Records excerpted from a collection
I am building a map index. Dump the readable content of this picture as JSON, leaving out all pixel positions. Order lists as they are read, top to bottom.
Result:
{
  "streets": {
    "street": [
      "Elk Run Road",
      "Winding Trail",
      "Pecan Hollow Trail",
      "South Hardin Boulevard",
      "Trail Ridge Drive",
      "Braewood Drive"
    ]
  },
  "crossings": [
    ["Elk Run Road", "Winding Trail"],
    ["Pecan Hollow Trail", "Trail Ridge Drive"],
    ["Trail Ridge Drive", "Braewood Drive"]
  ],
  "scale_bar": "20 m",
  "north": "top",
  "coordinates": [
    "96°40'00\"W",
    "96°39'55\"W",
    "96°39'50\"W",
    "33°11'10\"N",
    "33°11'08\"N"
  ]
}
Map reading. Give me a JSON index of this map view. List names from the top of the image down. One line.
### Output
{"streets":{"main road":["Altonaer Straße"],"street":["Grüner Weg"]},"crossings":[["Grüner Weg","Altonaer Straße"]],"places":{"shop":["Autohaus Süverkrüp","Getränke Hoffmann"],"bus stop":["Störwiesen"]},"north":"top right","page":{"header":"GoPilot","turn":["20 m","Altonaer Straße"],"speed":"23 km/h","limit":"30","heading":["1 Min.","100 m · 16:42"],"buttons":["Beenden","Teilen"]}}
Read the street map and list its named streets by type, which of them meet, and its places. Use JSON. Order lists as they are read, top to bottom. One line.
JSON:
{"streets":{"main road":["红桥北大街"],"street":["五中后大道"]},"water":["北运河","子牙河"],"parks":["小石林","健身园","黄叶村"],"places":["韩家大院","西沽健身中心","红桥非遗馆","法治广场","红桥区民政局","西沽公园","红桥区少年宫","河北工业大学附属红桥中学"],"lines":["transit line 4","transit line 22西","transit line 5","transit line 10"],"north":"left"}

## ASSIGNMENT
This calls for an exact transcription of every entry above.

## TASK ANSWER
I am building a map index. Dump the readable content of this picture as JSON, leaving out all pixel positions. Order lists as they are read, top to bottom.
Result:
{
  "streets": {
    "street": [
      "Elk Run Road",
      "Winding Trail",
      "Pecan Hollow Trail",
      "South Hardin Boulevard",
      "Trail Ridge Drive",
      "Braewood Drive"
    ]
  },
  "crossings": [
    ["Elk Run Road", "Winding Trail"],
    ["Pecan Hollow Trail", "Trail Ridge Drive"],
    ["Trail Ridge Drive", "Braewood Drive"]
  ],
  "scale_bar": "20 m",
  "north": "top",
  "coordinates": [
    "96°40'00\"W",
    "96°39'55\"W",
    "96°39'50\"W",
    "33°11'10\"N",
    "33°11'08\"N"
  ]
}
Map reading. Give me a JSON index of this map view. List names from the top of the image down. One line.
### Output
{"streets":{"main road":["Altonaer Straße"],"street":["Grüner Weg"]},"crossings":[["Grüner Weg","Altonaer Straße"]],"places":{"shop":["Autohaus Süverkrüp","Getränke Hoffmann"],"bus stop":["Störwiesen"]},"north":"top right","page":{"header":"GoPilot","turn":["20 m","Altonaer Straße"],"speed":"23 km/h","limit":"30","heading":["1 Min.","100 m · 16:42"],"buttons":["Beenden","Teilen"]}}
Read the street map and list its named streets by type, which of them meet, and its places. Use JSON. Order lists as they are read, top to bottom. One line.
JSON:
{"streets":{"main road":["红桥北大街"],"street":["五中后大道"]},"water":["北运河","子牙河"],"parks":["小石林","健身园","黄叶村"],"places":["韩家大院","西沽健身中心","红桥非遗馆","法治广场","红桥区民政局","西沽公园","红桥区少年宫","河北工业大学附属红桥中学"],"lines":["transit line 4","transit line 22西","transit line 5","transit line 10"],"north":"left"}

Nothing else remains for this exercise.